Wisconsin governor Scott Walker entered the Republican presidential race Monday in a forward-looking announcement speech that touched upon conservative principles that have guided his work in the state.
Walker stood in front of a flag-themed wood backdrop with a simple message – “Scott Walker, For America” – and delivered a speech with a simple message: “If our reforms can work in a blue state like Wisconsin, they can work anywhere in America.” He spoke for nearly forty minutes without a teleprompter or notes and delivered a speech that tracked nearly word-for-word the manuscript that his campaign had emailed out two hours before he took the stage.
In many respects, the announcement was vintage Walker – straightforward, matter-of-fact and full of lines that emphasize his Midwestern values. But unlike many of the speeches he’s given as a likely candidate, this one focused much less on his record in Wisconsin and spent considerably more time making a prescriptive case for an era of American recovery.
Near the top of his remarks, Walker offered an efficient summary of his record in Wisconsin.

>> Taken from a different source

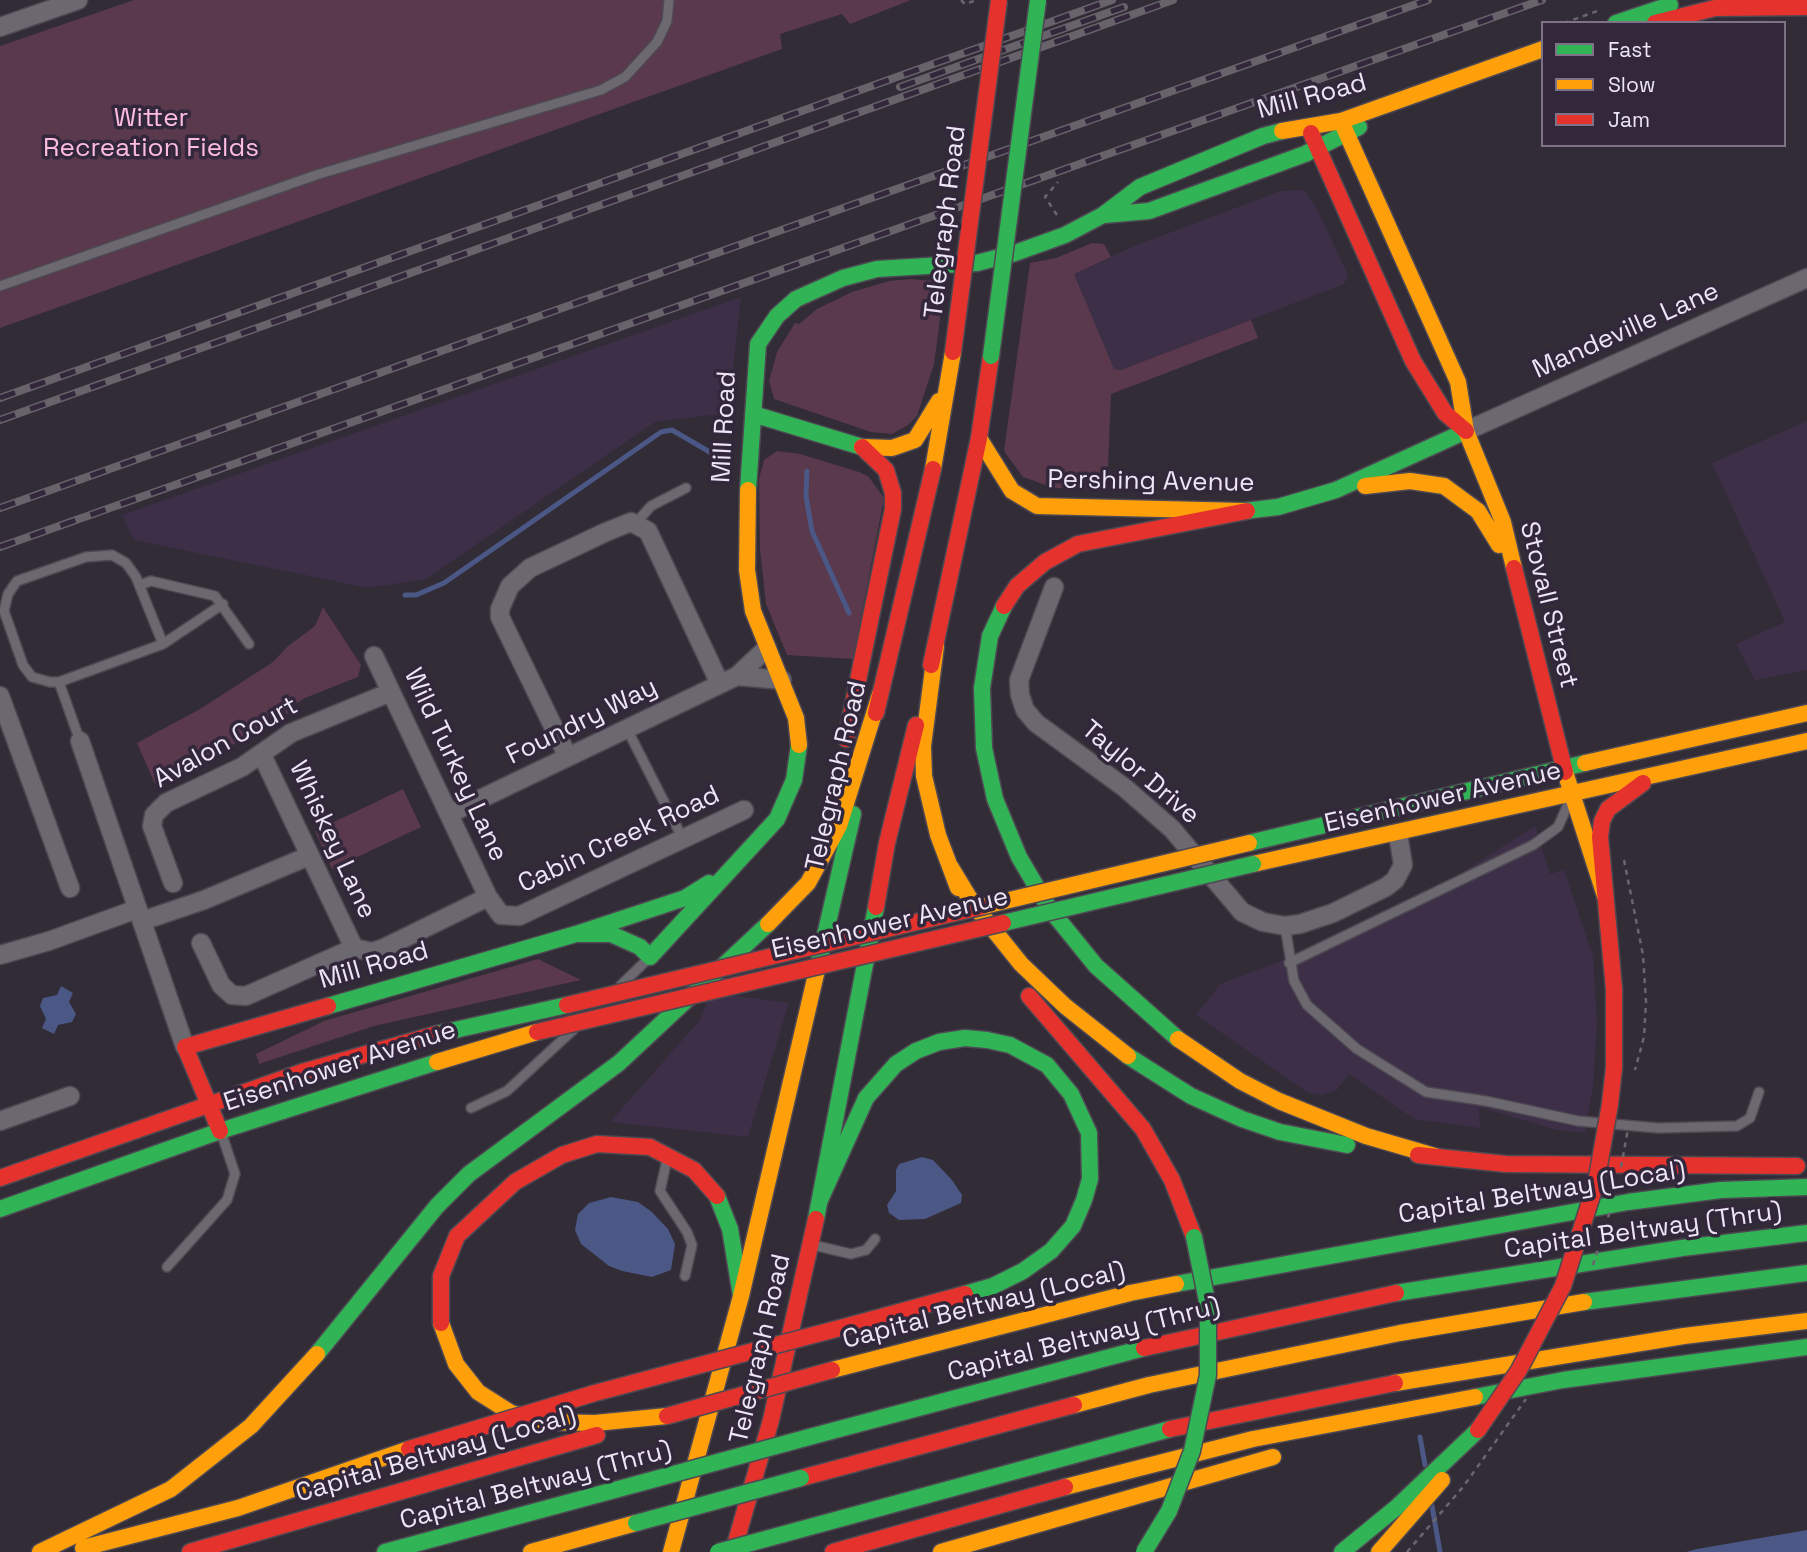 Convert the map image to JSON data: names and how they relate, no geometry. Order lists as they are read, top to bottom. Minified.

“Since I've been governor, we took on the unions and won,” he said. “We reduced taxes by $2 billion and lowered taxes on individuals, employers and property. In fact, property taxes are lower today than they were in 2010. How many governors can say that?”

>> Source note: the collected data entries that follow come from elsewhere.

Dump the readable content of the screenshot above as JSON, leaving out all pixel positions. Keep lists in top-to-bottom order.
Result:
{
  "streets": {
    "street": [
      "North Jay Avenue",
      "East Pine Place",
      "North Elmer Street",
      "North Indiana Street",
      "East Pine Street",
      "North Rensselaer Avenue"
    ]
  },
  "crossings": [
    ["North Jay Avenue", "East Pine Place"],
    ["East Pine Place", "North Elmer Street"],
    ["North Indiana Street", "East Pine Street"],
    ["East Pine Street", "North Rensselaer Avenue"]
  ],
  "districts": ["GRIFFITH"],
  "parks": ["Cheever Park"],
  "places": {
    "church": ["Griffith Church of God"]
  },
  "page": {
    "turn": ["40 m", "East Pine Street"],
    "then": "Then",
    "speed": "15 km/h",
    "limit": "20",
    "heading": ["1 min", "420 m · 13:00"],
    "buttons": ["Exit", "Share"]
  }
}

He continued: “Since I've been governor, we passed lawsuit reform and regulatory reform. We defunded Planned Parenthood and enacted pro-life legislation. We passed Castle Doctrine and concealed carry. And we now require a photo ID to vote in the state of Wisconsin.”

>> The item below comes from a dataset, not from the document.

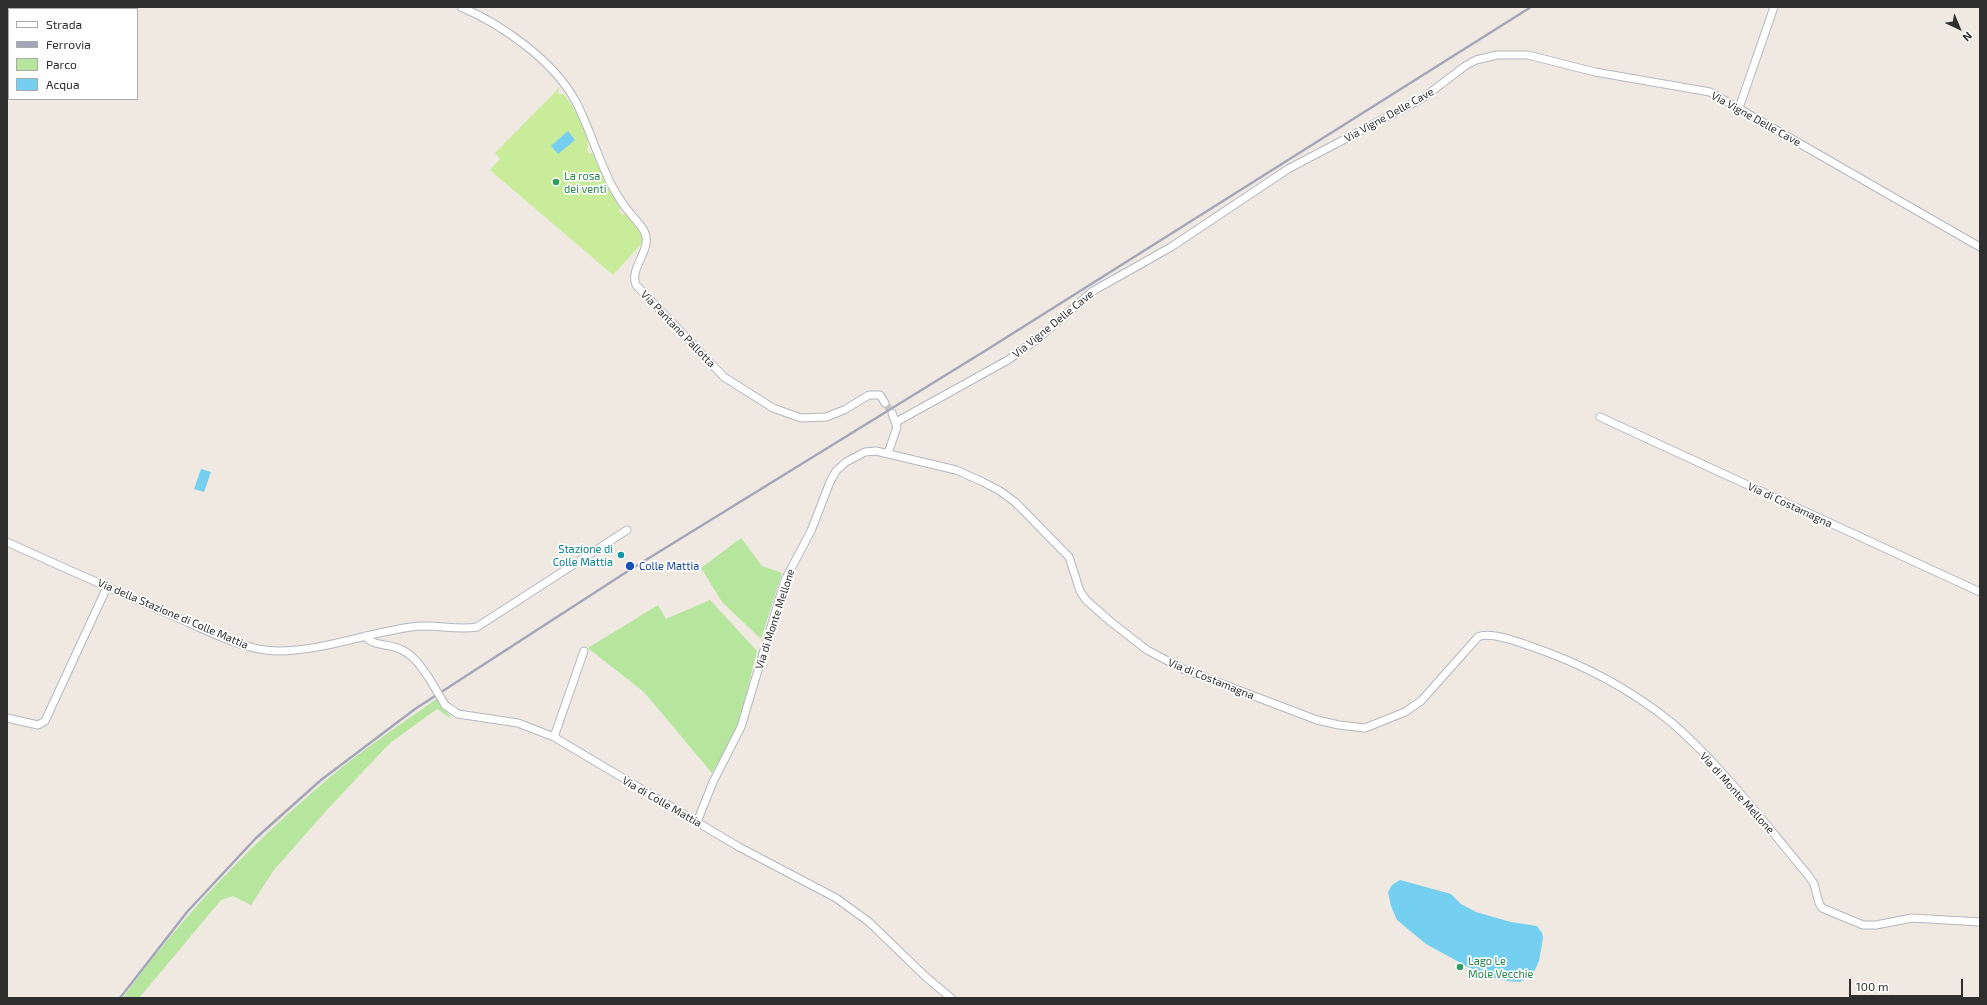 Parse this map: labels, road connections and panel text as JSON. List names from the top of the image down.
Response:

The last line brought sustained applause from those sweating along with Walker at the Waukesha County Expo Center, the site of Walker’s victory party in June 2012, when he fought back an attempted recall launched because of his budget reforms.
But he moved quickly from his record to his vision for the country. “Americans want to vote for something and for someone. So let me tell you what I’m for: I’m for reform, growth, safety.”
The last of those – “true safety,” he’d say later – is a stand-in for national security. “I’m for protecting our children and grandchildren from radical Islamic terrorism and other threats in the world. That’s true safety.” It was the one clunky phrase in an otherwise excellent address. The New York Times reported before the speech that Walker “believes people relate to that word, whereas ‘national security is an elitist phrase.’” Perhaps, but for a governor with little experience on matters of war and peace, “safety” sounds like something from a stump speech in a local sheriff’s election rather than a declaration of strength from a would-be commander in chief.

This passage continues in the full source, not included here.